Airbags may be mounted in vehicular panels near the steering wheel, in the region or components of the glove box, in vehicle doors, along vehicle roof rails, walls, vehicle floors, or beneath a dashboard to provide deceleration in specific types of collision events.
As experience with the manufacture and use of airbags has progressed, the engineering challenges involved in their design, construction, and use have become better understood. Most airbag systems are designed to rapidly inflate and provide a cushion in front of or alongside an occupant based on a presumption that the occupant will be in a predetermined position. Problems have been observed when the occupant is “out of position” when a collision occurs and the airbag deploys. Similar problems may occur when the occupant is deflected away from the airbag before proper deceleration can occur.

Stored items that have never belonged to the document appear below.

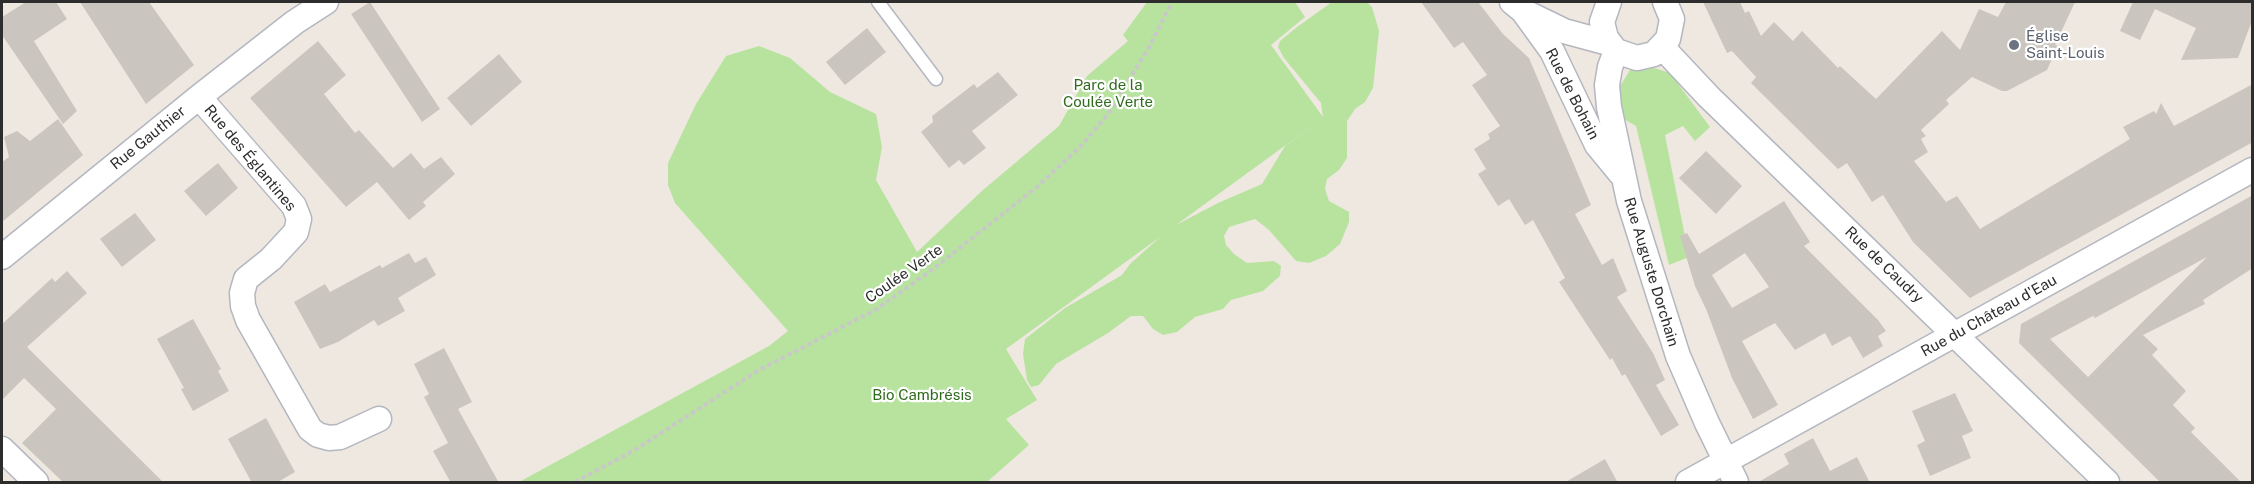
<!DOCTYPE html>
<meta charset="utf-8">
<style>
body{margin:0}
#map{position:relative;width:2254px;height:484px;overflow:hidden;background:#eee8e1;font-family:"Public Sans",sans-serif}
canvas{display:block}
.frame{position:absolute;inset:0;border:3px solid #2d2d2d;pointer-events:none}
</style>
<div id="map">
<canvas width="2254" height="484"></canvas>
<div class="frame"></div>
</div>
<script>
const ctx = document.querySelector('canvas').getContext('2d');
ctx.lineJoin = 'round';
function fill(path, color) {
  ctx.fillStyle = color;
  ctx.fill(path, 'evenodd');
}
function shape(rows) {
  const path = new Path2D();
  for (const r of rows) {
    path.moveTo(r[0], r[1]);
    for (let i = 2; i < r.length; i += 2) path.lineTo(r[i], r[i + 1]);
  }
  return path;
}
function strokePath(path, color, width, dash) {
  ctx.strokeStyle = color;
  ctx.lineWidth = width;
  ctx.lineCap = dash ? 'butt' : 'round';
  ctx.setLineDash(dash || []);
  ctx.stroke(path);
}
function write(font, color, halo, rows, align = 'center') {
  ctx.font = font + ' "Public Sans",sans-serif';
  ctx.lineWidth = 4.5;
  ctx.setLineDash([]);
  ctx.textBaseline = 'middle';
  ctx.strokeStyle = halo;
  ctx.fillStyle = color;
  for (const [text, x, y, turn = 0] of rows) {
    ctx.save();
    ctx.translate(x, y);
    ctx.rotate((+turn || 0) * Math.PI / 180);
    ctx.textAlign = isNaN(turn) ? turn : align;
    if (halo) ctx.strokeText(text, 0, 0);
    ctx.fillText(text, 0, 0);
    ctx.restore();
  }
}
const green = shape([
 [1147,2,1295,2,1305,17,1271,45,1323,117,1321,103,1284,58,1278,47,1280,41,1297,27,1332,2,1367,2,1372,7,1379,31,1373,88,1365,102,1355,109,1347,121,1347,158,1339,170,1327,179,1325,189,1329,201,1349,212,1349,222,1340,244,1326,256,1309,263,1296,261,1269,230,1255,219,1229,227,1224,236,1226,245,1234,254,1247,263,1274,261,1281,266,1280,276,1263,291,1231,300,1223,309,1195,317,1177,332,1163,335,1153,329,1143,316,1131,316,1108,333,1056,364,1039,385,1031,387,1027,380,1023,354,1025,339,1065,308,1122,275,1130,264,1160,237,1006,349,1037,400,1006,419,1029,445,987,482,519,482,769,346,788,331,675,203,668,185,668,163,696,104,726,56,759,46,790,58,830,92,876,114,882,147,876,180,917,252,983,190,1059,126,1087,76,1128,41,1123,35],
 [1323,118,1285,146,1262,184,1218,203,1176,225],
 [1638,66,1648,66,1670,73,1710,127,1695,141,1683,126,1665,135,1689,257,1669,265,1636,126,1622,118,1619,88,1630,70]
]);
const building = shape([
 [26,2,56,2,67,19,34,41,77,111,63,124,2,35,2,17],
 [80,2,149,2,194,65,146,104],
 [370,2,440,109,422,122,351,14],
 [1421,2,1478,2,1503,34,1529,58,1591,205,1575,214,1602,265,1613,258,1627,291,1617,297,1653,353,1665,380,1656,385,1679,425,1661,436,1625,374,1622,376,1612,358,1610,360,1559,282,1565,278,1533,220,1525,225,1509,199,1498,206,1478,174,1486,169,1474,149,1490,139,1488,134,1500,126,1472,85,1487,75,1463,42,1454,48],
 [1703,2,1740,2,1745,13,1749,11,1761,36,1774,22,1793,41,1802,31,1838,68,1840,66,1876,99,1942,31,1960,50,1979,9,1998,17,2006,2,2075,2,2055,45,2058,46,2047,70,2007,91,2002,91,1972,77,1946,100,1949,104,1921,130,1926,136,1921,139,1928,152,1914,161,1946,202,1957,196,1980,229,2130,139,2123,127,2154,111,2156,114,2161,103,2174,126,2253,84,2253,142,1970,298,1913,242,1883,195,1872,202,1847,163,1838,169,1751,83,1756,77,1732,51,1727,53],
 [2133,2,2253,2,2253,18,2238,58,2181,60,2196,28,2155,9,2140,40,2120,31],
 [867,28,886,52,845,85,826,62],
 [318,41,346,75,324,94,355,133,359,130,393,168,411,153,424,169,441,157,455,174,423,202,426,206,409,220,377,182,346,207,250,98],
 [499,54,522,82,471,126,447,98],
 [998,72,1018,95,972,131,986,148,964,165,959,160,949,168,921,132,933,122,932,116,974,84,977,88],
 [58,119,83,155,2,222,2,162,9,157,4,137,17,131,30,141],
 [1706,151,1742,186,1716,214,1679,178],
 [218,163,238,188,206,216,184,191],
 [2253,195,2253,268,2203,300,2205,304,2143,335,2158,349,2152,355,2186,391,2173,405,2195,428,2191,432,2242,483,2161,483,2019,343,2021,324],
 [2207,257,2088,377,2050,339,2093,316,2095,318],
 [1784,201,1810,242,1804,246,1878,320,1886,331,1878,336,1883,346,1863,358,1850,336,1832,346,1825,333,1795,350,1775,323,1742,341,1778,405,1753,419,1732,378,1706,309,1695,286,1680,236,1687,233,1699,254],
 [1745,253,1769,287,1732,308,1712,275],
 [135,213,156,240,122,267,100,239],
 [409,253,415,263,426,257,436,275,398,298,405,311,378,326,374,320,338,342,320,349,294,302,325,284,330,292,380,265,382,268],
 [67,271,87,293,27,347,164,483,64,483,22,443,56,409,24,378,2,400,2,324,52,278,55,282],
 [193,319,221,369,218,371,229,391,193,411,181,389,184,388,157,339],
 [444,348,472,402,458,409,499,483,451,483,433,451,448,443,424,397,429,394,414,364],
 [1955,393,1973,431,1962,436,1971,458,1930,476,1917,445,1925,441,1912,411],
 [266,418,295,472,276,483,252,483,228,439],
 [1813,438,1830,471,1857,457,1870,483,1757,483,1789,464,1784,454],
 [1605,459,1618,483,1564,483]
]);
const path = shape([
 [575,482,633,451,759,370,877,309,933,269,1038,186,1082,145,1108,114,1148,49,1172,2]
]);
const lane = shape([
 [878,2,936,79]
]);
const street = shape([
 [1512,2,1523,11,1552,51,1597,145,1620,173],
 [1609,2,1602,22,1606,38,1616,51,1637,58,1654,54,1668,39,1672,19,1665,2],
 [1527,13,1564,31,1608,43],
 [1662,47,1709,97,2107,482],
 [1616,51,1610,67,1607,85,1609,107,1629,201,1678,356,1707,423,1736,482],
 [199,97,294,206,299,219,296,232,271,259,246,279,242,293,243,306,248,320,310,429,318,435,329,438,340,437,379,419],
 [2,257,199,97,295,22,326,2],
 [2,449,36,482],
 [1688,482,2252,170]
]);
const markers = [
 [2014,45,6,"#6b7280"]
];
const worshipNames = [
 ["Église",2026,36],
 ["Saint-Louis",2026,53]
];
const parkNames = [
 ["Parc de la",1108,85],
 ["Coulée Verte",1108,102],
 ["Bio Cambrésis",922,395]
];
const streetNames = [
 ["Rue de Bohain",1572,94,63],
 ["Rue Gauthier",148,138,-39],
 ["Rue des Églantines",250,158,50],
 ["Rue de Caudry",1884,265,44],
 ["Rue Auguste Dorchain",1651,272,73],
 ["Coulée Verte",904,274,-35],
 ["Rue du Château d'Eau",1989,316,-29]
];
fill(green, '#b8e39f');
fill(building, '#cac6bf');
strokePath(lane, '#b4b7c0', 15);
strokePath(street, '#b4b7c0', 27);
strokePath(path, '#c8c8c8', 4, [4.5, 3]);
strokePath(lane, '#fff', 12);
strokePath(street, '#fff', 24);
for (const [x, y, r, color] of markers) {
  const dot = new Path2D();
  dot.arc(x, y, r, 0, 2 * Math.PI);
  ctx.fillStyle = color;
  ctx.fill(dot);
  strokePath(dot, '#fff', 2);
}
write('15px', '#5b616d', '#fff', worshipNames, 'left');
write('15px', '#2f6b1d', '#fff', parkNames);
write('15px', '#2d2d2d', '#fff', streetNames);
</script>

Out-of-position injuries may be attributed in part to the fact that most airbag systems deploy in front of the torso of an occupant. More specifically, these conventional airbags deploy between the upper torso of an occupant and the windshield and instrument panel. During a front-end collision, there is a tendency for an occupant, particularly one who is not properly restrained by a seat belt, to slide forward along the seat. This results in poor kinematics and positioning when the occupant interacts with a frontal airbag, such as a driver or a passenger's side airbag.
During a front end collision, there is a tendency for an occupant, particularly one who is not properly restrained by a seat belt, to slide forward along the seat and “submarine” under the airbag (hereinafter referred to as the “primary airbag”). When the occupant submarines, the primary airbag is less effective in protecting the occupant. Such submarining causes the vehicle occupant's knees to contact the instrument panel or structure beneath the panel. Further injuries can occur when the occupant's legs move forward such that the knees are trapped in or beneath the instrument panel just before the foot well collapses. As the foot well collapses, the vehicle occupant's feet are pushed backward, which causes the knees to elevate and become further trapped. As the foot well continues to crush, the load on the trapped legs increase and can cause foot, ankle, and leg injuries.

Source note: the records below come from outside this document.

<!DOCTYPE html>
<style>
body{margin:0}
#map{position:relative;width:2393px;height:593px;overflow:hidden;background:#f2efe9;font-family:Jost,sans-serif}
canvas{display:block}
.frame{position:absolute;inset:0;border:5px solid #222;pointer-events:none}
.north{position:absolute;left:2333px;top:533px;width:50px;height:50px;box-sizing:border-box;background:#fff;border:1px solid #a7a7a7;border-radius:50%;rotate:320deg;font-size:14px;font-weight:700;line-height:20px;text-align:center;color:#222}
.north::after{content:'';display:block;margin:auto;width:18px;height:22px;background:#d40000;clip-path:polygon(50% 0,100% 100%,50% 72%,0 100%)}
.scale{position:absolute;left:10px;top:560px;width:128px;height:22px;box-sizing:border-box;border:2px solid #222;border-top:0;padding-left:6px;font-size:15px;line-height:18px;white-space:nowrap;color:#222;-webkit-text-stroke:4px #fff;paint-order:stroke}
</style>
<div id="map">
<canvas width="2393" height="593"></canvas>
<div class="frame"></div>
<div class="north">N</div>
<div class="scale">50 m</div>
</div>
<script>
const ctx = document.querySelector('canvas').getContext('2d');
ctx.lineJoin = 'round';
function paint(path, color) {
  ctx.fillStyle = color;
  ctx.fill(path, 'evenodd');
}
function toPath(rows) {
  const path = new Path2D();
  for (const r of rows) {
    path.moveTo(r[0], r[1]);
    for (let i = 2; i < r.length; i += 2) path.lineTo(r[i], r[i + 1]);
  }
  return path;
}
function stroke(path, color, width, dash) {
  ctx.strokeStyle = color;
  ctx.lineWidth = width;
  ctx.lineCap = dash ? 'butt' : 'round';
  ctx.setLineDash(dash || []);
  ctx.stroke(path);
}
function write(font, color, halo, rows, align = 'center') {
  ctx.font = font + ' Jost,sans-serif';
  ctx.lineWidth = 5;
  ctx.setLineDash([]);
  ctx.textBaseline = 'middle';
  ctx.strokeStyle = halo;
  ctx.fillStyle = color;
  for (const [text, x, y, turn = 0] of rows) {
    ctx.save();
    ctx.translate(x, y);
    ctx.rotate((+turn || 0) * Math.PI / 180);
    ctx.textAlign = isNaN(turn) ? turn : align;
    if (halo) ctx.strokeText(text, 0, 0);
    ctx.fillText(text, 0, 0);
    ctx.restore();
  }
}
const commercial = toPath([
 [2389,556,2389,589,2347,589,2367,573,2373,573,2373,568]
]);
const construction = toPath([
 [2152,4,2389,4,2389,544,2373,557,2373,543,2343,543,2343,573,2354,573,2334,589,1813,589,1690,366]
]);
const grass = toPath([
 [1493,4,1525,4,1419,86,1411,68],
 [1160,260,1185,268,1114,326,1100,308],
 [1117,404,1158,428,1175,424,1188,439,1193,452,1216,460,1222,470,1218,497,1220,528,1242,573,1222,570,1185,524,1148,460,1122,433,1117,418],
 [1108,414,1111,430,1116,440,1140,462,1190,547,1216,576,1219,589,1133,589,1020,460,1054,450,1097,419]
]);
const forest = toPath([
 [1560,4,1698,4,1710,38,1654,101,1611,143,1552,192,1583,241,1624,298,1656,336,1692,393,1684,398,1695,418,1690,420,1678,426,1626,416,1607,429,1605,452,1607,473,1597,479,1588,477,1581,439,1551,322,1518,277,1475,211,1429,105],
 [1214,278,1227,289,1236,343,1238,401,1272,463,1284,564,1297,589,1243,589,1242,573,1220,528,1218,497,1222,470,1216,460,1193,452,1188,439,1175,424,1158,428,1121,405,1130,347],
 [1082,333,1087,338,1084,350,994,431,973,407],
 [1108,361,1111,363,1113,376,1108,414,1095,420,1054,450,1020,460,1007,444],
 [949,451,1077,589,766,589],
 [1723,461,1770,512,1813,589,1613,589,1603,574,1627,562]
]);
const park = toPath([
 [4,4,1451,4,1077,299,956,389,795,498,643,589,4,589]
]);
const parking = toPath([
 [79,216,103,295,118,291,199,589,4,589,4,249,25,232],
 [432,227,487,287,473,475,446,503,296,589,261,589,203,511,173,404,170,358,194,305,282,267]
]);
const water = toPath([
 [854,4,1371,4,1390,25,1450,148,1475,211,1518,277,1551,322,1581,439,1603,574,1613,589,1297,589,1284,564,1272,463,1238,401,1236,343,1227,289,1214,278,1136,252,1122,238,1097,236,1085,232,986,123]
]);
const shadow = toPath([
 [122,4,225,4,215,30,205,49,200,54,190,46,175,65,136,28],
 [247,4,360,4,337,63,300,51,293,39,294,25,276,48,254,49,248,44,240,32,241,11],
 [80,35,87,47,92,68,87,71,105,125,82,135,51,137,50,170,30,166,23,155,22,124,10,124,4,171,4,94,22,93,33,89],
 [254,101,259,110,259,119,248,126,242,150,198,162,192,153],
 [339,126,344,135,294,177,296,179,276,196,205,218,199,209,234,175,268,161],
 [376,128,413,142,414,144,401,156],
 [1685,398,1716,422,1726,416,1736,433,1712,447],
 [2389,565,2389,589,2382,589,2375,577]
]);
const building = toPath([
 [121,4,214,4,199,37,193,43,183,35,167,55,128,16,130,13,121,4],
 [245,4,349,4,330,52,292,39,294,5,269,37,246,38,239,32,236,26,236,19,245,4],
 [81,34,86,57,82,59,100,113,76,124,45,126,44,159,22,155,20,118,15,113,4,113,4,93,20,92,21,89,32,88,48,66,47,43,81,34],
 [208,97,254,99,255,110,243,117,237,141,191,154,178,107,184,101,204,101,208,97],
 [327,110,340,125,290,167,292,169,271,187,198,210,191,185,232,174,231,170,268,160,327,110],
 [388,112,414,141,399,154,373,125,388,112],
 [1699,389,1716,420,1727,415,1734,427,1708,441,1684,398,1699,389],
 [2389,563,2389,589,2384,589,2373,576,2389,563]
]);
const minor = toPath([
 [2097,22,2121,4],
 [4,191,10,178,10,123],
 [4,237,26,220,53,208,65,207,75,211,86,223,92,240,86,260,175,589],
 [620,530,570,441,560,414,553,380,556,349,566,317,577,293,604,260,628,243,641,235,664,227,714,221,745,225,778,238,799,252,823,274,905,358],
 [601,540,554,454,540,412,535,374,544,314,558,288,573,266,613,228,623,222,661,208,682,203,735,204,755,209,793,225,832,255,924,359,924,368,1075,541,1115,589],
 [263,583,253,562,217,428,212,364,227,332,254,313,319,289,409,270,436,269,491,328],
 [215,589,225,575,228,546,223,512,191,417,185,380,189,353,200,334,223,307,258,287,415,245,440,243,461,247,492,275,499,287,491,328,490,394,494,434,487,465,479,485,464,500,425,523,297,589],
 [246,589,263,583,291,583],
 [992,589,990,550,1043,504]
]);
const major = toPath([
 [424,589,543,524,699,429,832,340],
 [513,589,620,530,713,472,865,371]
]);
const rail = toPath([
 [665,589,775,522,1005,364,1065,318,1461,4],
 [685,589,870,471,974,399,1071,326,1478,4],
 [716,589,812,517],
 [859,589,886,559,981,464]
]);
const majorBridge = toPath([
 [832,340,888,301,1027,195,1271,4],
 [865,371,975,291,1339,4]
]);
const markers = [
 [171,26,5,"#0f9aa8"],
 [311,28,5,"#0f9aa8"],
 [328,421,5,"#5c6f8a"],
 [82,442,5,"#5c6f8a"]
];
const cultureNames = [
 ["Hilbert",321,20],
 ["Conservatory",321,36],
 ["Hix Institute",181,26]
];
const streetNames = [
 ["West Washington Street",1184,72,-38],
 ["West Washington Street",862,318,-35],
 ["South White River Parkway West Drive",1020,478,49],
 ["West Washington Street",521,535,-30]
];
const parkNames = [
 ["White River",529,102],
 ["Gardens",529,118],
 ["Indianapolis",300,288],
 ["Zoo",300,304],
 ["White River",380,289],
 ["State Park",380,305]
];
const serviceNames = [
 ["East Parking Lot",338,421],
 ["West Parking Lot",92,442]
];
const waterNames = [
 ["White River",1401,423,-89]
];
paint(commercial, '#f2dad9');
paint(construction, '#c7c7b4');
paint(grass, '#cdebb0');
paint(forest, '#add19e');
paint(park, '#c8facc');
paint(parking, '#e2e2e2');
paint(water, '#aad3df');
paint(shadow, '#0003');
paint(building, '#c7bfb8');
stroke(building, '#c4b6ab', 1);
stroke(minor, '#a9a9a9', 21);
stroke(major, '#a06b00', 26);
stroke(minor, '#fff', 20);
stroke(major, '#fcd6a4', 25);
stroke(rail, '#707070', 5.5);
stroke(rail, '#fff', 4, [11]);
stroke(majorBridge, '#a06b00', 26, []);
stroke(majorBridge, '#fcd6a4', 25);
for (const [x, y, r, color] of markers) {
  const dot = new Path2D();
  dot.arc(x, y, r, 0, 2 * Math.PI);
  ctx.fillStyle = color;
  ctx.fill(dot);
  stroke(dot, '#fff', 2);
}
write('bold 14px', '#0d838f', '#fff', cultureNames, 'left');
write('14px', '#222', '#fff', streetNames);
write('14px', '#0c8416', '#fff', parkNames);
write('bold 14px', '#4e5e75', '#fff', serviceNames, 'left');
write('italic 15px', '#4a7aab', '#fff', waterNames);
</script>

In order to improve occupant protection, knee airbag systems have been developed. Knee airbag systems typically engage an occupant's knees or lower legs and prevent submarining under the primary airbag. Knee airbag systems are generally positioned in the lower portion of the instrument panel. Typical knee airbag systems include a knee airbag and an inflator. The inflator, once triggered, uses compressed gas, solid fuel, or their combination to produce rapidly expanding gas to inflate the airbag. The inflated knee airbag occupies a generally rectangular volume of the vehicle leg compartment. These systems hold the occupant in place on the seat, and improve the kinematics for the occupant.

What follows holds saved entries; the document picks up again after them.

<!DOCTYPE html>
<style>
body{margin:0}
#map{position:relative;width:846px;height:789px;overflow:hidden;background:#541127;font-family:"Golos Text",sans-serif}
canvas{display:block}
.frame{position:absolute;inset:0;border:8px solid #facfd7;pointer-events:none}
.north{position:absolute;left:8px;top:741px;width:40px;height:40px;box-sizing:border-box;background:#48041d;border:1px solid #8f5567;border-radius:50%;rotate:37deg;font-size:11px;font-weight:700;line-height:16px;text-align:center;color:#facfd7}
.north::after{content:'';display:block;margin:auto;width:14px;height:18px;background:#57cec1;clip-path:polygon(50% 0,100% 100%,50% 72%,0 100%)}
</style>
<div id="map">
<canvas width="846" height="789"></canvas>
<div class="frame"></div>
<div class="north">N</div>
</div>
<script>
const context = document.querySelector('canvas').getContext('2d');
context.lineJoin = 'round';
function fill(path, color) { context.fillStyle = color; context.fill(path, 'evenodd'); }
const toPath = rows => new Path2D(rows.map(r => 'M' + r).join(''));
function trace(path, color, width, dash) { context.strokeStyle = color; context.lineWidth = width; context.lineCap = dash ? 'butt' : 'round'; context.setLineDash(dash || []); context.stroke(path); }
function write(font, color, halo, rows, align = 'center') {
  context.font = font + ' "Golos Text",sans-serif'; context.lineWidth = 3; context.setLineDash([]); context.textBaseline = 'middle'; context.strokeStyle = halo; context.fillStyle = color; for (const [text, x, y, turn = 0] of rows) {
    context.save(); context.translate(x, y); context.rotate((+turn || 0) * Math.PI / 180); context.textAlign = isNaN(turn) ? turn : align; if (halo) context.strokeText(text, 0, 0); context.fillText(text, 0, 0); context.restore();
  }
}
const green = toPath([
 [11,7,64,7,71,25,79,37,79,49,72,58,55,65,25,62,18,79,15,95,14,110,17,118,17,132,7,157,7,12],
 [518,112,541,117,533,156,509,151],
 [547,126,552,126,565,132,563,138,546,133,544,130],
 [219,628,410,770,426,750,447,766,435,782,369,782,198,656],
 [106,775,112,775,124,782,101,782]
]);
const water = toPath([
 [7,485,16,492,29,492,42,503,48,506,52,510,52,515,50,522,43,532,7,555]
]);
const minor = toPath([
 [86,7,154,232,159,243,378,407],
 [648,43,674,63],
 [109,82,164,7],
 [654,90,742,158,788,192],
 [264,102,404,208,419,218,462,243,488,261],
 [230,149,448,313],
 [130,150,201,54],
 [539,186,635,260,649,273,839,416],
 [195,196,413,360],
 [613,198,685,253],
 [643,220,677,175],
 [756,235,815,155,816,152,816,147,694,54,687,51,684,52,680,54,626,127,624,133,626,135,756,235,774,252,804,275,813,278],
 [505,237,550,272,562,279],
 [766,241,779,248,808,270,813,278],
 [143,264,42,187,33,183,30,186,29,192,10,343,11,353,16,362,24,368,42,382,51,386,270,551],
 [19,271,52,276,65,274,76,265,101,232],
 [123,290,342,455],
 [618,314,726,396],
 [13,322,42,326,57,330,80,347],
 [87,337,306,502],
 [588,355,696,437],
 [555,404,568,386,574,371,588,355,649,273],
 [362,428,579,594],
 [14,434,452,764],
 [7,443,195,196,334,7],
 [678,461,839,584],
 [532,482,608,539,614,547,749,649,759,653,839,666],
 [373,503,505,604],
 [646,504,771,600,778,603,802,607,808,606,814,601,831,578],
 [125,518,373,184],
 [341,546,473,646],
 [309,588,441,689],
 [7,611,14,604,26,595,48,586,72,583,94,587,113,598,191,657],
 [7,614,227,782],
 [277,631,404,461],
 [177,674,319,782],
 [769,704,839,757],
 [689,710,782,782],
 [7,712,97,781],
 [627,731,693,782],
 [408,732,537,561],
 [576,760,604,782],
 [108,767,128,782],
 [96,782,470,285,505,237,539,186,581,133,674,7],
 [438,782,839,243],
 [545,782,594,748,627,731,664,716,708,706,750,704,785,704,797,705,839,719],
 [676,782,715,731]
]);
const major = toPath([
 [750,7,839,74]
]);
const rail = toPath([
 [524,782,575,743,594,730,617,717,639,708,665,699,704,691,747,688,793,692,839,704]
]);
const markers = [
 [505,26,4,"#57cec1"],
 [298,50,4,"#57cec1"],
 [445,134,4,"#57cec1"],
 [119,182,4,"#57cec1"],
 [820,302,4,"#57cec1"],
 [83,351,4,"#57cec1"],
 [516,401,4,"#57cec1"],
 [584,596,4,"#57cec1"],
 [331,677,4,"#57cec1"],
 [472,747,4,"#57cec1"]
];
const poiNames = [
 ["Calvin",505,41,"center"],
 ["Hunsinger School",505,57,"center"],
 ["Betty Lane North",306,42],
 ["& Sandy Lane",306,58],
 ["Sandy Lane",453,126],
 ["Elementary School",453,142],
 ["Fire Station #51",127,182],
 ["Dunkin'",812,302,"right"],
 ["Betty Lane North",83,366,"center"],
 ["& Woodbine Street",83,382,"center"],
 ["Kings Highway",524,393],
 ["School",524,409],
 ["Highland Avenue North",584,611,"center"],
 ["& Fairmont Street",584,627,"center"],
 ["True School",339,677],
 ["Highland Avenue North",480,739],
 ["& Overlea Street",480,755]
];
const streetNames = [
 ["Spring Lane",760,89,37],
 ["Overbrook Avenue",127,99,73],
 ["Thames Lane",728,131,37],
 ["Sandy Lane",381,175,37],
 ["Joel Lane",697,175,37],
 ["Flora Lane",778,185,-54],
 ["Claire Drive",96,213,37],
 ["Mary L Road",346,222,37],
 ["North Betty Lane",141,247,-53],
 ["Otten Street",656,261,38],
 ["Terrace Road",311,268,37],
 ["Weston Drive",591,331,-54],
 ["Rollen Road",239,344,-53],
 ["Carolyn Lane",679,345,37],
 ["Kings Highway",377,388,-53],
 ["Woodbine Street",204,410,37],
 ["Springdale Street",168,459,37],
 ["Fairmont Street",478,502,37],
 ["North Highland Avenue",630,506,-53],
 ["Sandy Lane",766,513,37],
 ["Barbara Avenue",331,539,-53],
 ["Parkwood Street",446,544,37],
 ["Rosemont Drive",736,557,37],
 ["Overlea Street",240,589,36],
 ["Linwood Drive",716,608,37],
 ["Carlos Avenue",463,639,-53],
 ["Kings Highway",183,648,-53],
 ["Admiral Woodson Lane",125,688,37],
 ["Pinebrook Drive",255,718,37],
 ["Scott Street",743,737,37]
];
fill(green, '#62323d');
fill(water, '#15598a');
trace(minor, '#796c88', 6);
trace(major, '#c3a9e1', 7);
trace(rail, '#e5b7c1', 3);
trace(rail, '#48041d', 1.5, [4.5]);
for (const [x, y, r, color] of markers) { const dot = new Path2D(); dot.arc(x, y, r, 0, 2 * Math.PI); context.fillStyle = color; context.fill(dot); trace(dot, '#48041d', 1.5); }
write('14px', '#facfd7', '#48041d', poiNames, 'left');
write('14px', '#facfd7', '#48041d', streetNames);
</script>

Such knee airbag systems often include a knee airbag, a reaction plate, and a panel. The panel, referred to as a knee bolster panel is disposed forward of the knee airbag. The reaction plate is typically required by a knee airbag system to allow the air bag to expand or deploy in the correct direction. In some cases the reaction plate is a part of the instrument panel. In other cases, often due to vehicle assembly concerns, the reaction plate may be part of the knee airbag module. Having the reaction plate on the module may complicate how the reaction plate is attached to the airbag. Typically mechanical fasteners, such as rivets, or screws are used to attach the reaction plate to the airbag.
However, the use of mechanical fasteners may create additional labor, part, and design expenses. For example, holes must be machined into the airbag such that the fasteners can effectively attach the two parts. Moreover, it is labor intensive and time consuming to use mechanical fasteners. The design expenses also increase because the installation order and process of the knee airbag system must be considered in designing these types of covers. When these additional expenses are incurred with respect to a large number of vehicles, the total expense can be substantial.
Accordingly, there is a need in the art for a novel knee airbag system that addresses one or more of the above-listed problems. Such a system is disclosed herein.